Try it | Print the lines below exactly, beginning with the one that contains "box.roundRect(x - w" and stopping after the last line.

Data extract Start Marker

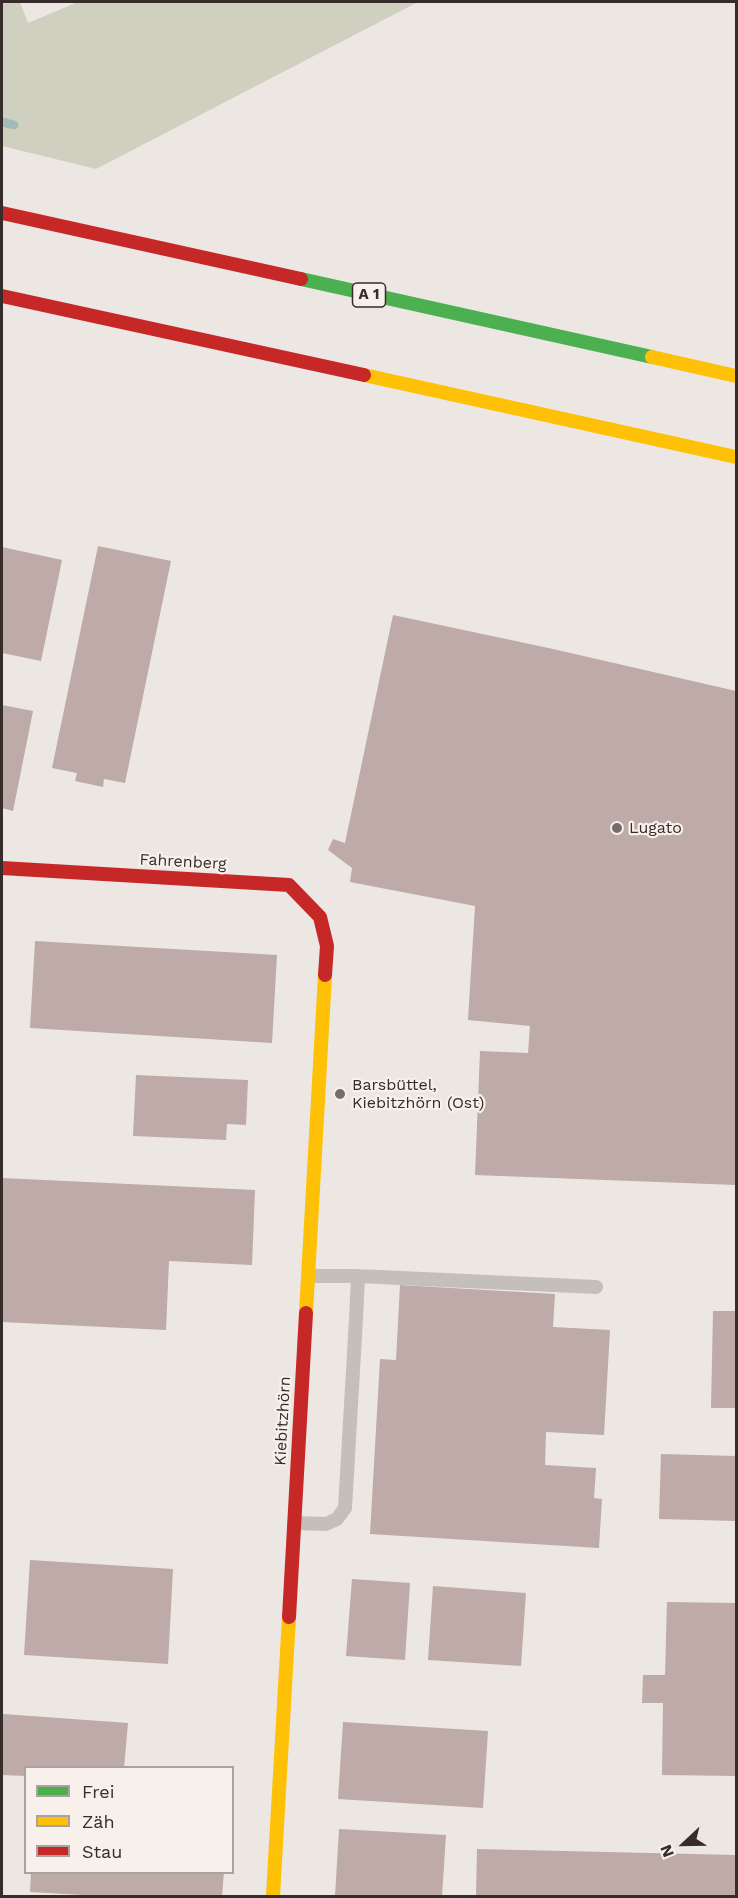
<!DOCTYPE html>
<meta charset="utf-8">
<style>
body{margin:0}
#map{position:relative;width:738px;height:1898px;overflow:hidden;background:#ece7e3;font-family:"Work Sans",sans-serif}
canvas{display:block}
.frame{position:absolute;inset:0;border:3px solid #362c2a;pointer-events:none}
.legend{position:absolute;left:24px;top:1766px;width:210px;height:108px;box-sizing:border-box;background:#f8f0eb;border:2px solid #aaa29e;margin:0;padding:8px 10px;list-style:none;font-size:18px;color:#362c2a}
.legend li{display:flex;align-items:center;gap:12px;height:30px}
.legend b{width:30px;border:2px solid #aaa29e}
.north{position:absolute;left:654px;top:1814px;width:60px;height:60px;-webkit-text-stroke:4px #f8f0eb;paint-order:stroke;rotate:248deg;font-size:16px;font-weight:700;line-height:24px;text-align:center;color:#362c2a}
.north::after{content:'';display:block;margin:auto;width:21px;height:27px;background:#362c2a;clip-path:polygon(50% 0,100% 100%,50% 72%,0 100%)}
</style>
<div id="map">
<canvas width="738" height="1898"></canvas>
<div class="frame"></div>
<ul class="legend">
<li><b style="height:8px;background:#4caf50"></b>Frei</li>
<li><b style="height:8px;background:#ffc107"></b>Zäh</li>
<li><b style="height:8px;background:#c62828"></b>Stau</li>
</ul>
<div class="north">N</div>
</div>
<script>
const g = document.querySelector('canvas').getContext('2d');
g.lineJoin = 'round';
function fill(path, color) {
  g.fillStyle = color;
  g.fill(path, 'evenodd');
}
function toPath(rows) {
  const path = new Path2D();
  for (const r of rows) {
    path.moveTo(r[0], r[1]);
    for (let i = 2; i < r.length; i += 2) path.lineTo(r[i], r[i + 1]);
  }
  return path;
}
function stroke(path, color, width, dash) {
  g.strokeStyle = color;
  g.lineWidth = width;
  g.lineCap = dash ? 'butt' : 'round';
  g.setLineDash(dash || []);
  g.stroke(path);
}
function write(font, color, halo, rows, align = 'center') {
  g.font = font + ' "Work Sans",sans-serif';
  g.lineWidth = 4.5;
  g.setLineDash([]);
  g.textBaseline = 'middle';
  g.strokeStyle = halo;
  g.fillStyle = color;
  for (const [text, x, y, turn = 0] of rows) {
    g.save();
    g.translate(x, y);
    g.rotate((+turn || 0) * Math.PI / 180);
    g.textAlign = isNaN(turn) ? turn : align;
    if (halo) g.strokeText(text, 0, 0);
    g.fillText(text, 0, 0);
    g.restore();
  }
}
const green = toPath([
 [2,2,20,2,28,23,78,2,418,2,96,169,2,146]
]);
const stream = toPath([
 [2,122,14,125]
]);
const building = toPath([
 [98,546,171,561,125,783,104,779,103,787,75,781,77,773,52,768],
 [2,547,62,560,41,661,2,653],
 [393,615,553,649,736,691,736,1185,475,1175,480,1051,528,1053,530,1026,468,1020,475,906,350,882,352,868,328,850,333,839,345,843],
 [2,705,33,711,13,811,2,808],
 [35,941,277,955,272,1043,30,1028],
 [136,1075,248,1080,246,1125,227,1124,226,1140,133,1136],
 [2,1178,255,1190,252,1265,169,1261,166,1330,2,1322],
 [400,1285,555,1294,553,1327,610,1330,604,1435,546,1432,545,1465,596,1468,594,1498,602,1499,599,1548,370,1534,380,1359,396,1360],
 [713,1311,736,1311,736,1408,711,1408],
 [661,1454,736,1456,736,1521,659,1519],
 [30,1560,173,1569,168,1664,24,1655],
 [352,1579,410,1583,405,1660,346,1656],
 [433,1586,526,1593,521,1666,428,1660],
 [667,1602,736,1603,736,1776,662,1775,663,1703,642,1703,643,1675,665,1675],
 [3,1714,128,1723,124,1768,26,1768,26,1776,2,1775],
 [343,1722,488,1731,483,1808,338,1799],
 [339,1829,446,1835,442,1896,335,1896],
 [477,1849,736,1855,736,1896,476,1896],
 [31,1872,224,1872,222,1896,101,1896,30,1892]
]);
const lane = toPath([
 [358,1276,596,1287],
 [294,1523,326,1524,337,1519,345,1508,356,1319,358,1276,309,1276]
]);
const fast = toPath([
 [301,279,652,357]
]);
const slow = toPath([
 [652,357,736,376],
 [364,375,736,457],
 [306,1313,325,975],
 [273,1896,289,1617]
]);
const jam = toPath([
 [2,213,301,279],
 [2,296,364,375],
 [2,868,289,885,320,917,327,946,325,975],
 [289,1617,306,1313]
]);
const markers = [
 [617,828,6,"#766d6b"],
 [340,1094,6,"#766d6b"]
];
const shields = [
 [369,295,33]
];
const shieldNames = [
 ["A 1",369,295]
];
const poiNames = [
 ["Lugato",629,828],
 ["Barsbüttel,",352,1085],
 ["Kiebitzhörn (Ost)",352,1103]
];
const streetNames = [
 ["Fahrenberg",183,862,3],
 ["Kiebitzhörn",283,1421,-87]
];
fill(green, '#cfd0bf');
stroke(stream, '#a1bcb8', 9);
fill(building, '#beaaa6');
stroke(lane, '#c5bfbc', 14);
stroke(fast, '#4caf50', 14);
stroke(slow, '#ffc107', 14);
stroke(jam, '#c62828', 14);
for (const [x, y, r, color] of markers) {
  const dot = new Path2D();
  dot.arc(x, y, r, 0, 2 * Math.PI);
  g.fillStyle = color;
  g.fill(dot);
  stroke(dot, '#f8f0eb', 2);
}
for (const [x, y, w] of shields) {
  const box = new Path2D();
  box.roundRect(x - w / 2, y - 12, w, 24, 4.5);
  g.fillStyle = '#f8f0eb';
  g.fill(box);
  stroke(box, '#362c2a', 1.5);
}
write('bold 15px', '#362c2a', null, shieldNames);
write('16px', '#362c2a', '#f8f0eb', poiNames, 'left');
write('16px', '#362c2a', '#f8f0eb', streetNames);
</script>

Data extract End Marker

Solution for this exercise |
  box.roundRect(x - w / 2, y - 12, w, 24, 4.5);
  g.fillStyle = '#f8f0eb';
  g.fill(box);
  stroke(box, '#362c2a', 1.5);
}
write('bold 15px', '#362c2a', null, shieldNames);
write('16px', '#362c2a', '#f8f0eb', poiNames, 'left');
write('16px', '#362c2a', '#f8f0eb', streetNames);
</script>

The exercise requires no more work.